• Your goal: Locate the word "stream" in the entries below, then gather every line that holds it.
Given records Start Marker
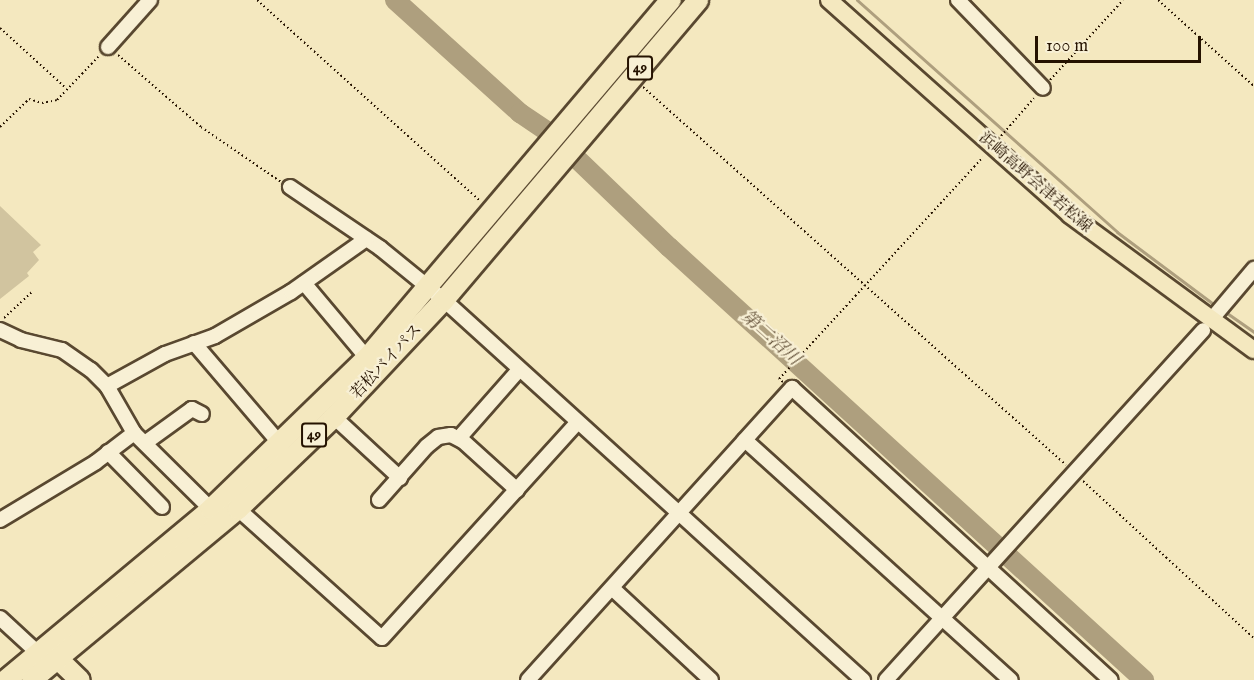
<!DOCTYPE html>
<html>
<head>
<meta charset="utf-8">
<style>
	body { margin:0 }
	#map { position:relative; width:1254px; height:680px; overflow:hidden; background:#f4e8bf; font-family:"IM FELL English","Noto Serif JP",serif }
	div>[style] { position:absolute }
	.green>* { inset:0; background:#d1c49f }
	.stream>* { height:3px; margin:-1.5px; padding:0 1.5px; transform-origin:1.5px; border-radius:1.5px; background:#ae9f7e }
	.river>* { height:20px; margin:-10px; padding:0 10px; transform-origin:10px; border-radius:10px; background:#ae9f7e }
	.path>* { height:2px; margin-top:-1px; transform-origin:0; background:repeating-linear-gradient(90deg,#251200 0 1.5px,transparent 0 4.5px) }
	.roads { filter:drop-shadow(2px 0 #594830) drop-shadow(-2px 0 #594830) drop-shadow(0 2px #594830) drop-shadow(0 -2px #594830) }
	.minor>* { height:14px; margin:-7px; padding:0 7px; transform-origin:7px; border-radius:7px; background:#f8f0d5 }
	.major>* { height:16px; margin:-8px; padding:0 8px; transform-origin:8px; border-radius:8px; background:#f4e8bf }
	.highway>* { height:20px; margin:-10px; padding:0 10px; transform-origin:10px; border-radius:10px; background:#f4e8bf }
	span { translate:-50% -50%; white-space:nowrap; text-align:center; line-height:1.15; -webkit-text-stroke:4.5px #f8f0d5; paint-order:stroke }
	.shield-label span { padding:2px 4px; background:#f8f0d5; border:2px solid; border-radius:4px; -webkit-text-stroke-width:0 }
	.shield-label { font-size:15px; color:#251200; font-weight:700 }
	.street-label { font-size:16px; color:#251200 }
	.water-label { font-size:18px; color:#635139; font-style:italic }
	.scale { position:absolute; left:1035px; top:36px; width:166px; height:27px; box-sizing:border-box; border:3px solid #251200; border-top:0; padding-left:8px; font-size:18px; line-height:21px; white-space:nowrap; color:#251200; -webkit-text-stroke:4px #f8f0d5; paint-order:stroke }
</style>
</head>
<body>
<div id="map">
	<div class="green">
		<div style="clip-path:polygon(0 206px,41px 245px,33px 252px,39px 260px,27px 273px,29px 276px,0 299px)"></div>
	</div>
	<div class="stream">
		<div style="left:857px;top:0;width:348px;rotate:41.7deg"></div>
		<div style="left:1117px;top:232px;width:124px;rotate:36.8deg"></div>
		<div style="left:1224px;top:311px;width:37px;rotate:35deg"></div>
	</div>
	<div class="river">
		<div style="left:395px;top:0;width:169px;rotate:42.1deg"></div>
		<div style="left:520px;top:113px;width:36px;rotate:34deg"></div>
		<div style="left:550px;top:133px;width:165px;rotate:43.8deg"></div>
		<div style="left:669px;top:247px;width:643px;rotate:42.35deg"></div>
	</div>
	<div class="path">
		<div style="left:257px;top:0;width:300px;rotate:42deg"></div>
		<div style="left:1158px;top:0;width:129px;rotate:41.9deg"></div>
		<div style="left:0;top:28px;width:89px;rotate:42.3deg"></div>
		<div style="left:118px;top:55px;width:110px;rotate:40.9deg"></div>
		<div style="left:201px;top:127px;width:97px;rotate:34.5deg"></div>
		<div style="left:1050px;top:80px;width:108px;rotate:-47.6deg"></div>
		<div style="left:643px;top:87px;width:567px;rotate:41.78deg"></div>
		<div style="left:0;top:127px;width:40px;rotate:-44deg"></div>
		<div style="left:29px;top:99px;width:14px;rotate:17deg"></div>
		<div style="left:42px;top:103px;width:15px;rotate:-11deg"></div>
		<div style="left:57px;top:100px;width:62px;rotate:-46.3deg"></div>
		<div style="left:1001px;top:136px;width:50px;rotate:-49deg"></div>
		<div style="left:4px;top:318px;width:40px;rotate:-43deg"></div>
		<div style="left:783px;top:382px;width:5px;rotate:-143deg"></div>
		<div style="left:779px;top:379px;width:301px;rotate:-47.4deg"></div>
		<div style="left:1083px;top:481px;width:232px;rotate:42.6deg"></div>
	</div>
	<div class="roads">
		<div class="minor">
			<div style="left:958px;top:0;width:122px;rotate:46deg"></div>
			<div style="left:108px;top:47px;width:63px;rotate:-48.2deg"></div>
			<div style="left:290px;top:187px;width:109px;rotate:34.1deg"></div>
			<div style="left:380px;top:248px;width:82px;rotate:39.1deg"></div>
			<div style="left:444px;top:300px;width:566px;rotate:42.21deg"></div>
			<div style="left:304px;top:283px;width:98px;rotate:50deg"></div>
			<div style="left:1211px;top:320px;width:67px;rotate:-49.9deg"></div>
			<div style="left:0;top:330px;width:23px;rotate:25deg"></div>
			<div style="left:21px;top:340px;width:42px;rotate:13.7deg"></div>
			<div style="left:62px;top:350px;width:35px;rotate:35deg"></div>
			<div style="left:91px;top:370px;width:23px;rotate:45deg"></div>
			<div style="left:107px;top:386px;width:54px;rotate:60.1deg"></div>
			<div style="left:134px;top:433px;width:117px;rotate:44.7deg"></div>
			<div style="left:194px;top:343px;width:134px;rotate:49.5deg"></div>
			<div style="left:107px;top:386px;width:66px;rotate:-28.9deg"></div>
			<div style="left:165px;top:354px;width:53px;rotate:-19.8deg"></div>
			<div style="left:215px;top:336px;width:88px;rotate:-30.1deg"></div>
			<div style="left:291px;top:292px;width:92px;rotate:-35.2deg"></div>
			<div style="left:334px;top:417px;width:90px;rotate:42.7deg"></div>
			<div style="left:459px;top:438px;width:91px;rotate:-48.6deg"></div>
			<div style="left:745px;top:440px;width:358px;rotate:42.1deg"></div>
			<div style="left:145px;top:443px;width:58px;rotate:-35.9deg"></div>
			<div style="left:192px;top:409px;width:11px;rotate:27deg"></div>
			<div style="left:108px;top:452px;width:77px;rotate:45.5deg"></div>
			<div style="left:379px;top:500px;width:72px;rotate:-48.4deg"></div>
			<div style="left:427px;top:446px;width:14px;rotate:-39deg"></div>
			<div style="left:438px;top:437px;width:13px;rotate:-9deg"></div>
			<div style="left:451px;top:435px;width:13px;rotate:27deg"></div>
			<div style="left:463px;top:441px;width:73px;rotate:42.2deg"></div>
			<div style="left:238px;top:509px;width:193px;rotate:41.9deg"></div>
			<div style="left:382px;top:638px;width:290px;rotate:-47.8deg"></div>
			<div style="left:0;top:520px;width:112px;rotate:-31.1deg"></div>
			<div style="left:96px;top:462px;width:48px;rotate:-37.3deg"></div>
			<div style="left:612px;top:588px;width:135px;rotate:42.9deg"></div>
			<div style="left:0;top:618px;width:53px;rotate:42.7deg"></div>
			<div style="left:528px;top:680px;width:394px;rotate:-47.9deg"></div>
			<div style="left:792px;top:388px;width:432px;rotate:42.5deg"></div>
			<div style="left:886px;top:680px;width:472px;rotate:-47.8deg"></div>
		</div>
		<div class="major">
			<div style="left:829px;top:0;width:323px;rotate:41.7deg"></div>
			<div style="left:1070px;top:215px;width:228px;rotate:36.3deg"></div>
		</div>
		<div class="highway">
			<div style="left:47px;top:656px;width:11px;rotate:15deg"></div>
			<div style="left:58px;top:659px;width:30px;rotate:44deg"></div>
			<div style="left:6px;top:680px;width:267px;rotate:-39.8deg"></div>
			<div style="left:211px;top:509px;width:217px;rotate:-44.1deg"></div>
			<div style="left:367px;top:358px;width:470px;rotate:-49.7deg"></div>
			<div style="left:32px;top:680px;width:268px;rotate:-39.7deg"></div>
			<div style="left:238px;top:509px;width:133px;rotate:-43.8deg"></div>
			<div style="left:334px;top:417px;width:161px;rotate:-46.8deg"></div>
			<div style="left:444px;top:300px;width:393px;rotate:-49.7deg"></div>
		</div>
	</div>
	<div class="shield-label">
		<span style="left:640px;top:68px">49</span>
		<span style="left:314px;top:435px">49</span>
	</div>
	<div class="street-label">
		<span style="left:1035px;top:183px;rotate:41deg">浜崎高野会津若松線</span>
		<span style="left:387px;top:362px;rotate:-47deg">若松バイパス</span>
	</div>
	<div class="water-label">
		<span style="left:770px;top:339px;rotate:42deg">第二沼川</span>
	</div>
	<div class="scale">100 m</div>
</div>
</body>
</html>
Given records End Marker
• Written answer:
	.stream>* { height:3px; margin:-1.5px; padding:0 1.5px; transform-origin:1.5px; border-radius:1.5px; background:#ae9f7e }
	<div class="stream">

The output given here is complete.